A wedge of mass $M$ rests on a rough horizontal surface with coefficient of static friction $\mu$. The face of the wedge is a smooth plane inclined at an angle $ \alpha$ to the horizontal. A mass $m_1$ hangs from a light string which passes over a smooth peg at the upper end of the wedge and attaches to a mass $m_2$ which slides without friction on the face of the wedge.
A) Find the accelerations of $ m_1, m_2 $ and the tension in the string when $ \mu $ is very large.
B)Find the smallest coefficient of friction such that the wedge will remain at rest.
Attempts:
No specification on whether or not any of the masses $m_i$ are bigger than the others, so let us assume that $m_1$ goes down and $m_2$ goes up the slope.
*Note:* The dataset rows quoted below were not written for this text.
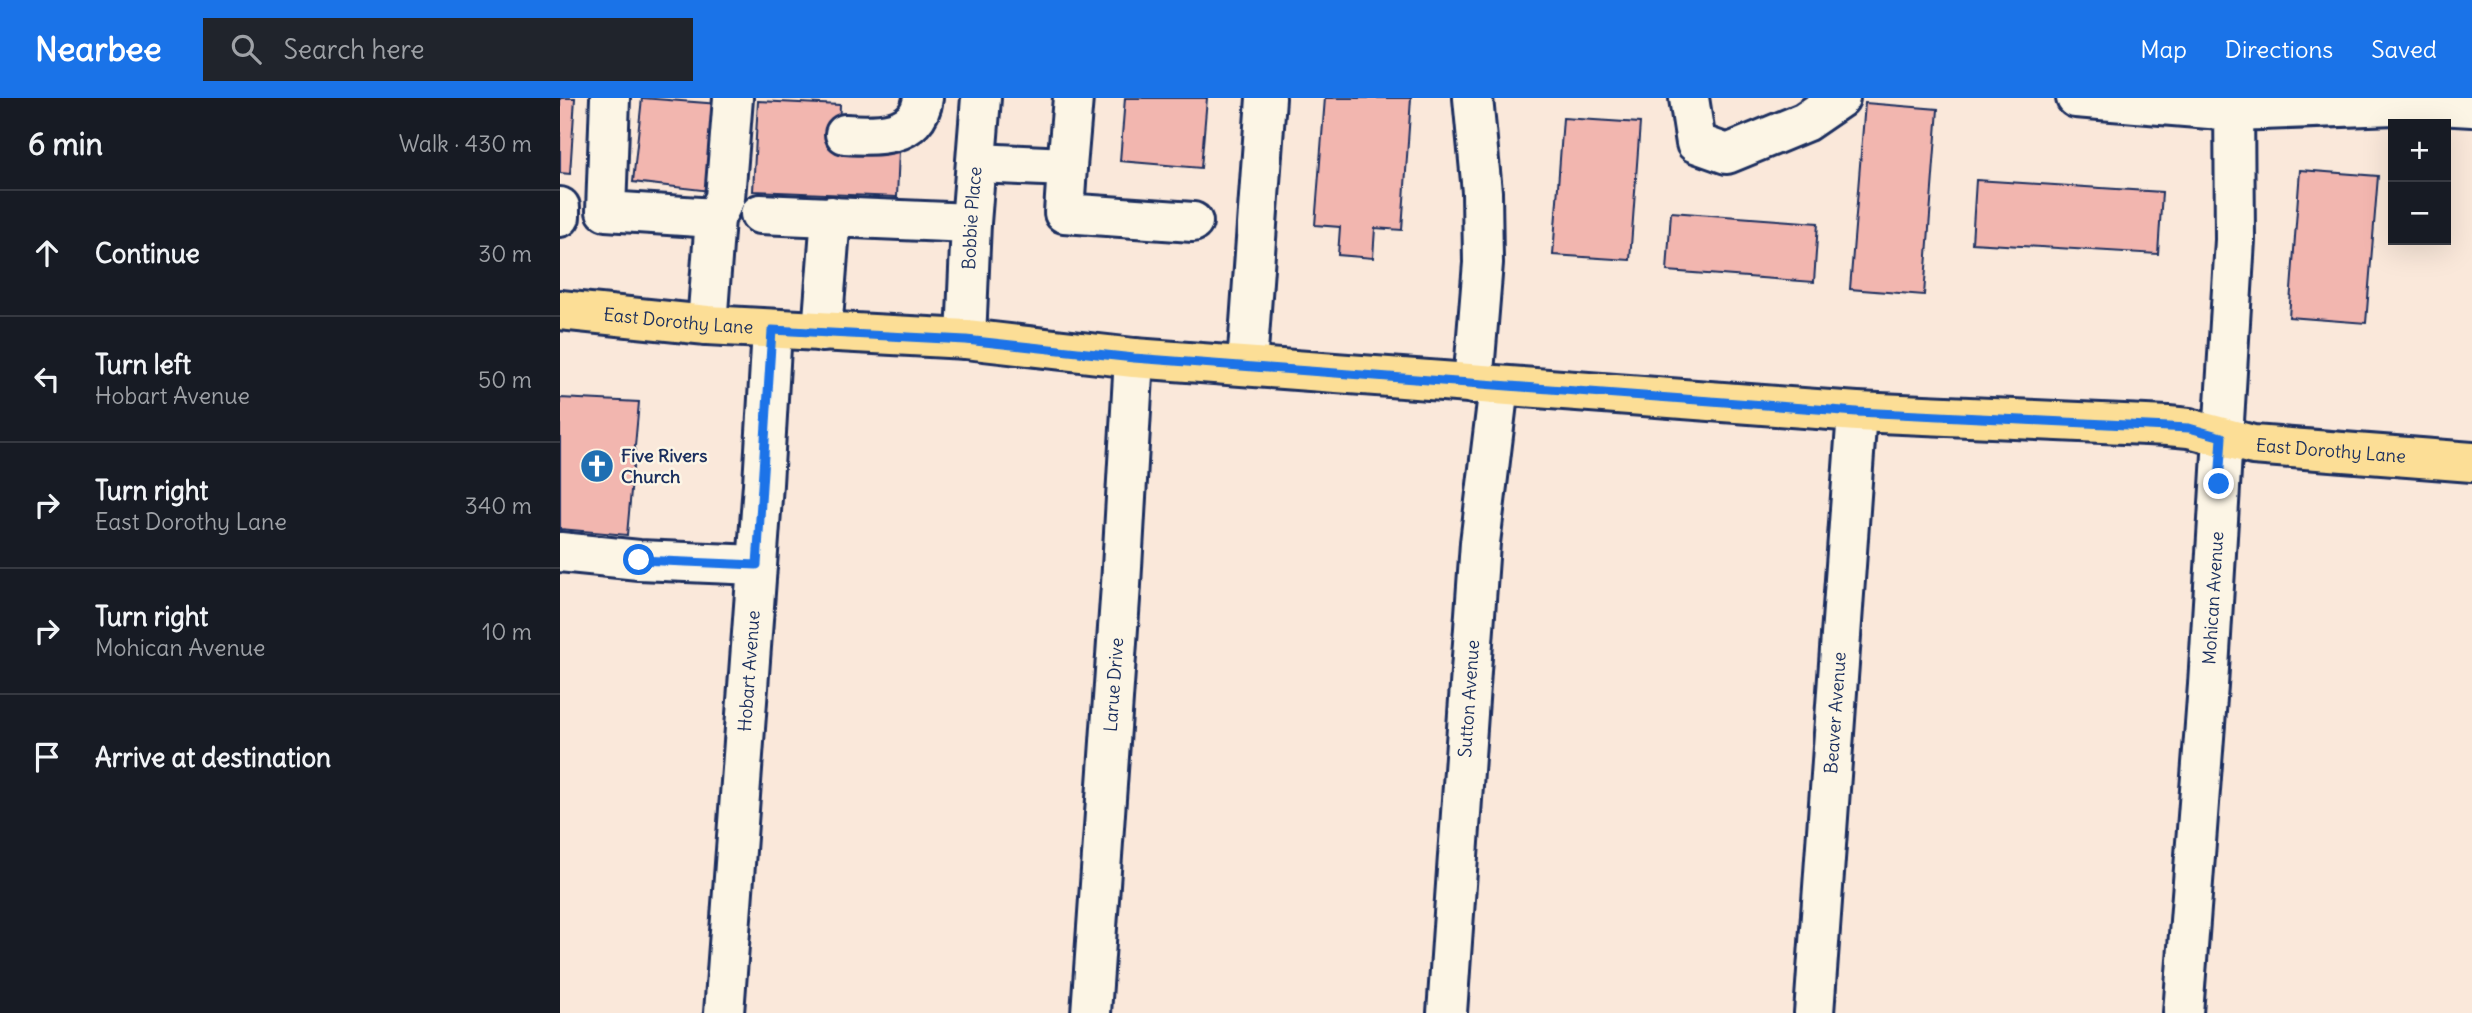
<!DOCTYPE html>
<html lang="en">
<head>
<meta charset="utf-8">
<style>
	:root { --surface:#171b24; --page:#20242c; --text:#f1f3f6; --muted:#9ea1a6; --line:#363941; --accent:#1a73e8 }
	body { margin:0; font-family:Delius,sans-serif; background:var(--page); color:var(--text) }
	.controls { position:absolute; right:21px; top:21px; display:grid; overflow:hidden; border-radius:0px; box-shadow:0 7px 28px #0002 }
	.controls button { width:63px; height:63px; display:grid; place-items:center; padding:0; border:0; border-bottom:2px solid var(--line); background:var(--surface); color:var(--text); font:35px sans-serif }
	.stop { position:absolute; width:21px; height:21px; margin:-16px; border:5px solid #1a73e8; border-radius:50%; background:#fff }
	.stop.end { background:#1a73e8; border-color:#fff; box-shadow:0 2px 7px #0008 }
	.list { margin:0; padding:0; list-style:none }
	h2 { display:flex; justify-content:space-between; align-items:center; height:91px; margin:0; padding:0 28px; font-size:30px }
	h2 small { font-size:23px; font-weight:400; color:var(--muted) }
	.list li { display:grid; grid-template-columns:46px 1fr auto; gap:21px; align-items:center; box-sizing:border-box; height:126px; padding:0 28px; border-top:2px solid var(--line) }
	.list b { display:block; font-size:26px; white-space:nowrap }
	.list p { margin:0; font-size:23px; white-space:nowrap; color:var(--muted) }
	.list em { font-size:23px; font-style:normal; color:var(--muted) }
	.icon { flex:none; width:38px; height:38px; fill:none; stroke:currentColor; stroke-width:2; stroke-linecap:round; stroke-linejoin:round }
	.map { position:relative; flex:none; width:1912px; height:915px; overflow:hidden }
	header { display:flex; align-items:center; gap:42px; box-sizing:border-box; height:98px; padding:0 35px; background:var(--accent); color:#fff }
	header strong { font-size:33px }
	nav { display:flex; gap:38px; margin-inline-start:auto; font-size:24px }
	.search { width:490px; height:63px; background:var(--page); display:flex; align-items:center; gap:18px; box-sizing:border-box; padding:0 24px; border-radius:0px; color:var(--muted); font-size:26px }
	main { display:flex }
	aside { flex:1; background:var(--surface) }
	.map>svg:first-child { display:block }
	.building { fill:#f2b6af; stroke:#1b2f5e; stroke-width:2 }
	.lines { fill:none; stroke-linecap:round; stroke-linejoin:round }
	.minor-casing { stroke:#1b2f5e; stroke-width:44 }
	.major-casing { stroke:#1b2f5e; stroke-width:44 }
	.minor { stroke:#fcf5e5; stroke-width:38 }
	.major { stroke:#fcde96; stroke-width:38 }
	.route { stroke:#1a73e8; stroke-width:9 }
	.labels { text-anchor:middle; stroke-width:5; stroke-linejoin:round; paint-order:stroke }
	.street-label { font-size:18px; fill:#1b2f5e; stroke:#fcf5e5 }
	.poi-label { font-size:18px; font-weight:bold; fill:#1b2f5e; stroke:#fcf5e5; text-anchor:start }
</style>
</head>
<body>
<header>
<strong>Nearbee</strong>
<div class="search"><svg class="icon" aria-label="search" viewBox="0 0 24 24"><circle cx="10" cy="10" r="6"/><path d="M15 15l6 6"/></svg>Search here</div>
<nav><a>Map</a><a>Directions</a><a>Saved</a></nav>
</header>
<main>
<aside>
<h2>6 min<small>Walk · 430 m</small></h2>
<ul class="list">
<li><svg class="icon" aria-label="ahead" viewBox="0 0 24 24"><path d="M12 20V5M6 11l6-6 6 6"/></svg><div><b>Continue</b></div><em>30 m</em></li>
<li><svg class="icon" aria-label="left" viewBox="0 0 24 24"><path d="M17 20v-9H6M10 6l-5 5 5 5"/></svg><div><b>Turn left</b><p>Hobart Avenue</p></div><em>50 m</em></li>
<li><svg class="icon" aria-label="right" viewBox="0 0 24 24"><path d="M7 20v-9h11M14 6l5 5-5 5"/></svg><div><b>Turn right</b><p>East Dorothy Lane</p></div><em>340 m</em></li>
<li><svg class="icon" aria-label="right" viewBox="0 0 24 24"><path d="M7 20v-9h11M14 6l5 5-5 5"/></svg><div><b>Turn right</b><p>Mohican Avenue</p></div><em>10 m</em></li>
<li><svg class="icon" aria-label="arrive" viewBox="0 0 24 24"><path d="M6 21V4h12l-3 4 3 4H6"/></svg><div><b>Arrive at destination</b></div></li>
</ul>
</aside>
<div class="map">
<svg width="1912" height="915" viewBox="0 0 1912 915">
	<rect width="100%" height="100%" fill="#fae8da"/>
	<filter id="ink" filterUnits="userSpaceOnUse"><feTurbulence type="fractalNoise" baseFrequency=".0143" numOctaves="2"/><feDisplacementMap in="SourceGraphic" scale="14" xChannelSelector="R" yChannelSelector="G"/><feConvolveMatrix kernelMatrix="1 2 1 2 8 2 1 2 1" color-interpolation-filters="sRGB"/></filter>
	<g filter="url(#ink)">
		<g class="building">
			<polygon points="0,0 15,0 10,76 0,75"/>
			<polygon points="82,0 159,6 150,93 73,84"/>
			<polygon points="565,0 647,0 641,70 560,63"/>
			<polygon points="765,0 851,0 842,132 815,130 813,160 778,157 780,129 755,127"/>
			<polygon points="198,3 280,7 278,50 339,53 337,99 193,93"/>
			<polygon points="1305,5 1378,11 1364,197 1290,191"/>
			<polygon points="1003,20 1080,25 1070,162 993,157"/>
			<polygon points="1740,72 1818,78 1806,225 1729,219"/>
			<polygon points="1416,82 1602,94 1598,156 1412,145"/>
			<polygon points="1111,114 1258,125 1254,184 1107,173"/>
			<polygon points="0,300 79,304 67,437 0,431"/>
		</g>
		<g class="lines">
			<g class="minor-casing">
				<g id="minor">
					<polyline points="50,0 46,113 155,120 165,100 173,0"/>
					<polyline points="1129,0 1136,45 1167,56 1245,24 1280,0"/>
					<polyline points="1516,0 1674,13 1862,6 1912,9"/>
					<path d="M285,36C315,38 358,40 363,0"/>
					<polyline points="417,65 507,69 513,0"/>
					<polyline points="507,69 504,115 633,124"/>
					<polyline points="0,109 0,119"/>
					<polyline points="200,116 411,125"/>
					<polyline points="147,227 155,120"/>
					<polyline points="262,234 271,118"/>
					<path id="s1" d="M406,241L411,125L421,0"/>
					<polyline points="687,268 706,0"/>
					<polyline points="913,286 923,165 922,94 913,0"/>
					<polyline points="0,454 79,462 197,467"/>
					<path id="s2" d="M164,915L203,386L212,232"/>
					<path id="s3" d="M531,915L561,487L574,260"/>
					<path id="s4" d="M887,915L920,445L939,288"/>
					<path id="s5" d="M1254,915L1297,314"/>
					<path id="s6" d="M1623,915L1648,587L1675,142L1674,0"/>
				</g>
			</g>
			<g class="major-casing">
				<g id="major">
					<path id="s7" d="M0,212L147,227L406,241L574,260L1297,314L1608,328L1629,330L1693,347L1912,364"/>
				</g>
			</g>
			<use href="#minor" class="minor"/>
			<use href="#major" class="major"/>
		</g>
	</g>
	<g class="lines" filter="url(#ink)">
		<polyline class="route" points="79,462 197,467 212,232 406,242 574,260 1297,314 1629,330 1662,339 1659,386"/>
	</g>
	<defs>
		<g id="church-disc" transform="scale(1.75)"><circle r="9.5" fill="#1f6fb2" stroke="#fcf5e5"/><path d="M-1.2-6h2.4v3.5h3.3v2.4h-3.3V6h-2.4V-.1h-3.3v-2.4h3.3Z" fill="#fff"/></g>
	</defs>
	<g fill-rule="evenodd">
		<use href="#church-disc" x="37" y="368"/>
	</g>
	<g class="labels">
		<g class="street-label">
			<text dy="6" stroke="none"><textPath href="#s1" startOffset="121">Bobbie Place</textPath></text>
			<text dy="6" stroke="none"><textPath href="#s7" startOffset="119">East Dorothy Lane</textPath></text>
			<text dy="6" stroke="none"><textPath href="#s7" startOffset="1778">East Dorothy Lane</textPath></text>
			<text dy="6" stroke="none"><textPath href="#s6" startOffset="416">Mohican Avenue</textPath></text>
			<text dy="6" stroke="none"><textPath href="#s2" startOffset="343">Hobart Avenue</textPath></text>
			<text dy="6" stroke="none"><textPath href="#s3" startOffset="329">Larue Drive</textPath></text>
			<text dy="6" stroke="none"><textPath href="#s4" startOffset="315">Sutton Avenue</textPath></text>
			<text dy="6" stroke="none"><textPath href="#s5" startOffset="301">Beaver Avenue</textPath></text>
		</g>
		<g class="poi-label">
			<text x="61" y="364">Five Rivers<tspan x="61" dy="21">Church</tspan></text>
		</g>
	</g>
</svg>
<div class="controls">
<button>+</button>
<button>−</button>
</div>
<div class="stop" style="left:79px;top:462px"></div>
<div class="stop end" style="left:1659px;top:386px"></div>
</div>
</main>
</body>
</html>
Then A) is fine. (a minus error in the final answer for A) is introduced if I assume the other orientation)
As for B) if we consider the wedge+masses as a system, then to conserve linear momentum if the masses move as above, then the wedge must move rightwards. So the frictional force acts leftwards until the wedge slips. The only other force acting on the wedge is via the normal contact force from $m_2$. A component of this force acts to accelerate the wedge horizontally. Let's write this relative to some fixed inertial frame of reference with $x$ rightwards. Then the above recast into symbols gives $$-\mu (M+m_1+m_2)g - m_2 g \cos \alpha \sin \alpha = 0 $$ at the point of slip of the wedge. However, solving this for $\mu$ gives a negative result. Where did I go wrong?